## Work instructions
An exact copy of all the data below is needed.

Content starts

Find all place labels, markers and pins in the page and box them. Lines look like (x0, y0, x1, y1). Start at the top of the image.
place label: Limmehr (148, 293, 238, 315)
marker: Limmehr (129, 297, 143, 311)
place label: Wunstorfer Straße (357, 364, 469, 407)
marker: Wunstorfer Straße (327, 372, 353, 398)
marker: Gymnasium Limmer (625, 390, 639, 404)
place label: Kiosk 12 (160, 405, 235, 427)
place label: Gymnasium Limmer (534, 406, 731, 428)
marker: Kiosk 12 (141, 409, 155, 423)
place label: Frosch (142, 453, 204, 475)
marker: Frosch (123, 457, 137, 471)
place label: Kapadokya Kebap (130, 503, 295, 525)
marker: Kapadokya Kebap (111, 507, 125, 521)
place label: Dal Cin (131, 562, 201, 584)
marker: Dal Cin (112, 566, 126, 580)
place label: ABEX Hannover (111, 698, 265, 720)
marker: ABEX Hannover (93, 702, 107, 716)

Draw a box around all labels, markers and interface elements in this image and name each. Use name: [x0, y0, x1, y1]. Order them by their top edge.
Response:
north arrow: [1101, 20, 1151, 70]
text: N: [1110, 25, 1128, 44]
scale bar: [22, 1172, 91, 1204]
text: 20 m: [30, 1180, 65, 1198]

Content ends

## The completed task
Find all place labels, markers and pins in the page and box them. Lines look like (x0, y0, x1, y1). Start at the top of the image.
place label: Limmehr (148, 293, 238, 315)
marker: Limmehr (129, 297, 143, 311)
place label: Wunstorfer Straße (357, 364, 469, 407)
marker: Wunstorfer Straße (327, 372, 353, 398)
marker: Gymnasium Limmer (625, 390, 639, 404)
place label: Kiosk 12 (160, 405, 235, 427)
place label: Gymnasium Limmer (534, 406, 731, 428)
marker: Kiosk 12 (141, 409, 155, 423)
place label: Frosch (142, 453, 204, 475)
marker: Frosch (123, 457, 137, 471)
place label: Kapadokya Kebap (130, 503, 295, 525)
marker: Kapadokya Kebap (111, 507, 125, 521)
place label: Dal Cin (131, 562, 201, 584)
marker: Dal Cin (112, 566, 126, 580)
place label: ABEX Hannover (111, 698, 265, 720)
marker: ABEX Hannover (93, 702, 107, 716)

Draw a box around all labels, markers and interface elements in this image and name each. Use name: [x0, y0, x1, y1]. Order them by their top edge.
Response:
north arrow: [1101, 20, 1151, 70]
text: N: [1110, 25, 1128, 44]
scale bar: [22, 1172, 91, 1204]
text: 20 m: [30, 1180, 65, 1198]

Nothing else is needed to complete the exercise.